This practice—in which bicyclists treat a stop sign as a yield and a red light as a stop sign—is known as the Idaho stop. This week, Colorado Gov. Jared Polis signed a law authorizing the Idaho stop, making the Centennial State one of a small but growing number to pass similar laws in recent years.

Although Idaho pioneered the practice in 1982, it wasn’t until 2017 that another state, Delaware, followed suit. (Delaware permits treating a stop as a yield, but not treating a red light as a stop.) Since then, the movement to legalize the Idaho stop has been gaining traction, with Arkansas, Oregon, Washington, Utah, North Dakota, and Oklahoma each passing their own versions of the law.

The Idaho stop isn’t just a matter of convenience for cyclists—it can save lives. Intersections are particularly dangerous for bike riders, and, as a DePaul University study notes, “if cyclists are legally permitted to yield and proceed through an intersection when cross-traffic is not present, they can clear the intersection before more traffic becomes present.” In other words, it’s better to get out ahead of traffic than to wait for it to pile up at a busy intersection. States that have passed their own versions of the law have reported decreases in bike crashes at intersections: Delaware, for example, reported a 23 percent decrease in crashes at stop signs in the 30 months after the law was passed compared to the 30 months prior.

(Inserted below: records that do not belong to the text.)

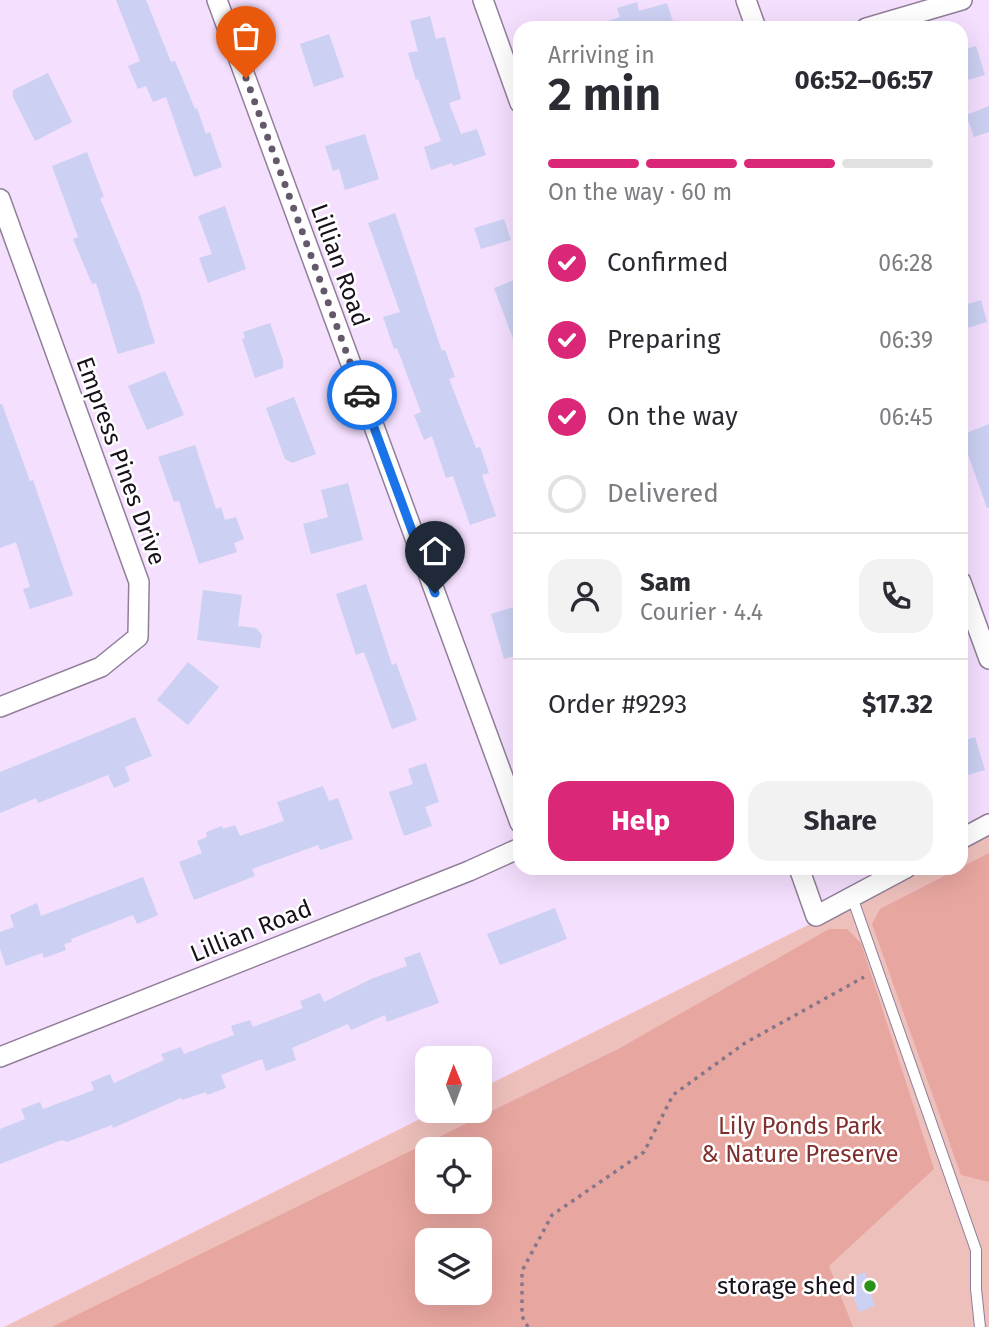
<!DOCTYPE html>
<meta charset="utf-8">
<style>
body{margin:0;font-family:"Fira Sans",sans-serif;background:#f2f2f3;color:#2b2b33;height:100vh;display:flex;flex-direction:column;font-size:26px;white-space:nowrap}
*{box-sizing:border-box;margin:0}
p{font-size:23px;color:#7c7c81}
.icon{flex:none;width:38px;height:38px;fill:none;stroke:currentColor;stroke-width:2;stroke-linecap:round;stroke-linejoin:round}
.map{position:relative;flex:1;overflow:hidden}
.details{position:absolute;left:513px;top:21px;width:455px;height:854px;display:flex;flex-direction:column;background:#fff;border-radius:21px;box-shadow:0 7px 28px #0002}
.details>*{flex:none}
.needle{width:46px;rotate:359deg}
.buttons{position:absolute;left:415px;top:1046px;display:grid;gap:14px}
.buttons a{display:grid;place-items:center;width:77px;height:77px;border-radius:14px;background:#fff;box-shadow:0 7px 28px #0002;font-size:35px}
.pin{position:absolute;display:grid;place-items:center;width:60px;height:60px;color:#fff;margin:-72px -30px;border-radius:50% 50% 50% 0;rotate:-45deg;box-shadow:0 0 7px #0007}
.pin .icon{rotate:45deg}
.courier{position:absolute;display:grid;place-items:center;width:70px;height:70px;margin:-35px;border:5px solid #1a73e8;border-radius:50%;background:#fff;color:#222;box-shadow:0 2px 9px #0007}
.headline em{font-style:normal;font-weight:700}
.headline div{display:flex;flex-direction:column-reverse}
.headline{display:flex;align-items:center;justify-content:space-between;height:119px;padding:0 35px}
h1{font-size:46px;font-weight:700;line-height:52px}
.bar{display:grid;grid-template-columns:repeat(4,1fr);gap:10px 7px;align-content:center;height:84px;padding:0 35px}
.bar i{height:9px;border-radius:5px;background:#e1e1e2}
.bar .on{background:#db2777}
.bar p{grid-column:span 4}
.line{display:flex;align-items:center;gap:18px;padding:0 35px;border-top:2px solid #e1e1e2}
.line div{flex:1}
.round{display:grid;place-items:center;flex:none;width:74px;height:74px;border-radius:21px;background:#f2f2f3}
ol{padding:0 35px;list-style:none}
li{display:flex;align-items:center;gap:21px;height:77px}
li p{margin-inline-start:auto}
li .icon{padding:7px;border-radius:50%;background:#db2777;color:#fff;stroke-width:4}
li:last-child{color:#7c7c81}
li i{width:38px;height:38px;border:4px solid #e1e1e2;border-radius:50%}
.action{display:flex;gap:14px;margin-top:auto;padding:14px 35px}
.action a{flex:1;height:80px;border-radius:21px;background:#db2777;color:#fff;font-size:28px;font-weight:700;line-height:80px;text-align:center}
.action a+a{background:#f2f2f3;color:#2b2b33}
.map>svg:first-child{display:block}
</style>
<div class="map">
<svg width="989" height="1327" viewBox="0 0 989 1327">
<rect width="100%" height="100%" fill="#f4dffe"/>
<path fill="#eec0bc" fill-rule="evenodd" d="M989,835V1327H4L436,1111H480V1089L922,868H961V849ZM427,1150H480V1202H427ZM427,1241H480V1293H427Z"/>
<g fill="#e8a6a0" fill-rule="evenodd">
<path d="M989,853V1182L961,1175L872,924L880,909Z"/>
<path d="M829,929H847L861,943L934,1169L829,1266L853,1327H52L620,1048ZM427,1150H480V1202H427ZM427,1241H480V1293H427Z"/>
</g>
<g fill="#ccd0f2">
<path d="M116,0H146L171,62L175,61L195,109L197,108L206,134L210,132L222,167L194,177L166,97L153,102L146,86L138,89L128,66L140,61Z"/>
<path d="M637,2L639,11L667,3L675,28H599L598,24L620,17L617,8Z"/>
<path d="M430,16L436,39L445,37L461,99L449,103L461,134L477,129L486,155L453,166L452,163L431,170L424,147L441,141L418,79L416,80L408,53L418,51L410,21Z"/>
<path d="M329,34L344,77L314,87L300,44Z"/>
<path d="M976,46L985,75L961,82V50Z"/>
<path d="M48,73L72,122L35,141L13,97V90Z"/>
<path d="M989,106V132L974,137L966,115Z"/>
<path d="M365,134L379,179L345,190L339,169L333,171L325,146Z"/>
<path d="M87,152L104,197L100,198L140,294L155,343L118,354L96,283L92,284L73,239L78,237L52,166Z"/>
<path d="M225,206L246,269L208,283L199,258L212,254L198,216Z"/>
<path d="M395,213L442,351L445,350L455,377L449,379L476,448L480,447L489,473L482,475L496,516L470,525L453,476L446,478L432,436L424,440L414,415L421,412L397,348L394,349L383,317L400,312L368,223Z"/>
<path d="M504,219L511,240L481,249L474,228Z"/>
<path d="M520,278V351L518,352L494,288Z"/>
<path d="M981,300L987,322L961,330V306Z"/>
<path d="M270,323L283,360V368L255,378L242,339L245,338L243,332Z"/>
<path d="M165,371L184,415L147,430L128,386Z"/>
<path d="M294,397L316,454L292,463L285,459L266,408Z"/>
<path d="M0,404H2L30,481L33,480L73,595L30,609L23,589L30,587L16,542L0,548Z"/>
<path d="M989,424V508H987L961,435Z"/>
<path d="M195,445L216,509L221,507L225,520L236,517L244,539L234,543L237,552L199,564L179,501L174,502L158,457Z"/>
<path d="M348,483L363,540L311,554L303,524L328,517L321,490Z"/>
<path d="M366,584L392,665L396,663L417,720L392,729L364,652L356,655L336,594Z"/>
<path d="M203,590L242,595L238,626L256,628L262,635L260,648L197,640Z"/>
<path d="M520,605V654L504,659L491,614Z"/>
<path d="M188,662L219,687L188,725L157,700Z"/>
<path d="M135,717L152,756L125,767L130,781L114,788L108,775L38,803L36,798L0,813V772Z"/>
<path d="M975,737L985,770L961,777V741Z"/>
<path d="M426,763L439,802L425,807L432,826L404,836L389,792L413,784L408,769Z"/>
<path d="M323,786L329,801L338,798L353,839L320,850L318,845L252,869L255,876L194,900L179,862L202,853L197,841L207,837L206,832L222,826L223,829L235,825L240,836L284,821L277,802Z"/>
<path d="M143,877L158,915L137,924L133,915L71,939L72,942L64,944L66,950L44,958L42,953L6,966L0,949V932L14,927L10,915L37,903L41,916Z"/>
<path d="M555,908L567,939L500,965L487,934Z"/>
<path d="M420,952L439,1003L387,1022L385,1015L351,1030L348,1024L292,1048L296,1060L266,1071L262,1059L221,1075L226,1088L207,1095L206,1092L182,1100L181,1098L113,1128L112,1125L67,1142L62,1140L0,1164V1129L25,1119L21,1109L40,1102L43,1109L94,1090L91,1082L110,1074L114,1083L164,1060L161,1054L181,1047L184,1054L234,1035L231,1026L250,1020L253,1027L303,1008L300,1001L320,993L324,1002L371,979L407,966L404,958Z"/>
<path d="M865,1272L875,1306L859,1312L847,1279Z"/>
</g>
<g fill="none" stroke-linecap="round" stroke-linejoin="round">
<g stroke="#917e9a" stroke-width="12">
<path id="service" d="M852,897L976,1250V1289L980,1327"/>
</g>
<g stroke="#917e9a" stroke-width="22">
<g id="minor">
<path d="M217,0L520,823"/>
<path d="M483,0L520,103"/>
<path d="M746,0L756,28"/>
<path d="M866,28L962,0"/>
<path d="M0,199L139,582L138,637L101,667L0,707"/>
<path d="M961,582L989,659"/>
<path d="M961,839L989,824"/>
<path d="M799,868L816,916L906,868"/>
<path d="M0,1057L469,871L520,848"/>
</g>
</g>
<path stroke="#84768b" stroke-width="3.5" stroke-dasharray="3.5 5" stroke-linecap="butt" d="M528,1327L522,1316V1271L552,1215L644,1152L673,1095L745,1043L864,977"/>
<use href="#service" stroke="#fff" stroke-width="10"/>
<use href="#minor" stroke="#fff" stroke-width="19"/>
</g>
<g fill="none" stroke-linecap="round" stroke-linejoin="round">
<path stroke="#65586a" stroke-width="7" stroke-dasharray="0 12.6" d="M246,78L362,395"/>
<path stroke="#1a73e8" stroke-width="9" d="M362,395L435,593"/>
</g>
<circle fill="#2b9216" stroke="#fff" stroke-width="2.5" cx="870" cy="1286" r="7"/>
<g text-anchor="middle" stroke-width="5" stroke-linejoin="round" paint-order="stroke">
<g font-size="24" fill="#18101b" stroke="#fff">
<text transform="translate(340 265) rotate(70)" y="8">Lillian Road</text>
<text transform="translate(121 461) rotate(70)" y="8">Empress Pines Drive</text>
<text transform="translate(251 931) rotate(-22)" y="8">Lillian Road</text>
</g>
<g font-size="24" fill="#7f302e" stroke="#fff">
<text x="800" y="1134">Lily Ponds Park<tspan x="800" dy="28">&amp; Nature Preserve</tspan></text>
</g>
<g font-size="24" fill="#18101b" stroke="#fff" text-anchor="end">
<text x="856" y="1294">storage shed</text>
</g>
</g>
</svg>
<div class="buttons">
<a><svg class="needle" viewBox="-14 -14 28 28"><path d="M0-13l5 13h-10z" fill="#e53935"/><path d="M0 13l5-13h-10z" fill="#7c7c81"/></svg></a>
<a><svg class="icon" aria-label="locate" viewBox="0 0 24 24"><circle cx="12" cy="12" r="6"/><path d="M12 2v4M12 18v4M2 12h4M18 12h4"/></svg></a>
<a><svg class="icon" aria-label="layers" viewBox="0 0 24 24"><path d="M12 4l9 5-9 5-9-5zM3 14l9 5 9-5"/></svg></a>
</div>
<div class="pin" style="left:246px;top:78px;background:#ea580c"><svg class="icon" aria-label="bag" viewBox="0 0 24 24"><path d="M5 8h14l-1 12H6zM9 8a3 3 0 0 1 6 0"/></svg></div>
<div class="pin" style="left:435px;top:593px;background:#1f2937"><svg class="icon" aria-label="home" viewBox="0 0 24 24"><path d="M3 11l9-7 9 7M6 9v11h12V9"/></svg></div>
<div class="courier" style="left:362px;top:395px"><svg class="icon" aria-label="car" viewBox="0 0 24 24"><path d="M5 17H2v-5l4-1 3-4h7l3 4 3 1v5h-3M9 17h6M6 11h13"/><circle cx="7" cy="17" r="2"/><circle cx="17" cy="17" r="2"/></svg></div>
<section class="details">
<div class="headline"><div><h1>2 min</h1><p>Arriving in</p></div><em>06:52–06:57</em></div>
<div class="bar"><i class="on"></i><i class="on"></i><i class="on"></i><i></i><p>On the way · 60 m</p></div>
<ol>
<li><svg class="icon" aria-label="check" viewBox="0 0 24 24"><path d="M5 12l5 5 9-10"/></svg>Confirmed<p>06:28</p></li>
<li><svg class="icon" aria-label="check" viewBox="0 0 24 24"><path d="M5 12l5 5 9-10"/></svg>Preparing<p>06:39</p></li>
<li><svg class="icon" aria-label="check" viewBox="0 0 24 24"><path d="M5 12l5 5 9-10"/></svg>On the way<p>06:45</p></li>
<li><i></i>Delivered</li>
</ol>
<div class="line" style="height:126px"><a class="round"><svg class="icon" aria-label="person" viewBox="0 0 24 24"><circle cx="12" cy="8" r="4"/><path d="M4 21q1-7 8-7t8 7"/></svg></a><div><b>Sam</b><p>Courier · 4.4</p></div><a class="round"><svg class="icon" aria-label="phone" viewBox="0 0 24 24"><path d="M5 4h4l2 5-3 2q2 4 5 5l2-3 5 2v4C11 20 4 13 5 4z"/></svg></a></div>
<div class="line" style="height:91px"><div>Order #9293</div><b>$17.32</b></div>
<div class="action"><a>Help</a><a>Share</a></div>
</section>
</div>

One particularly interesting study out of London suggests that women are more likely than men to be fatally struck by buses because they are more likely to obey red lights and get caught in buses’ blind spots. As anyone who has survived being doored will tell you, confidence on two wheels is paramount.

I’ve always intuitively practiced the Idaho stop—and was once pulled over by a Manhattan red light cop because of it. Now, I live in Denver, and I’m looking forward to rolling through the ubiquitous all-way stops, confident in my safety and free of paranoia about traffic cops.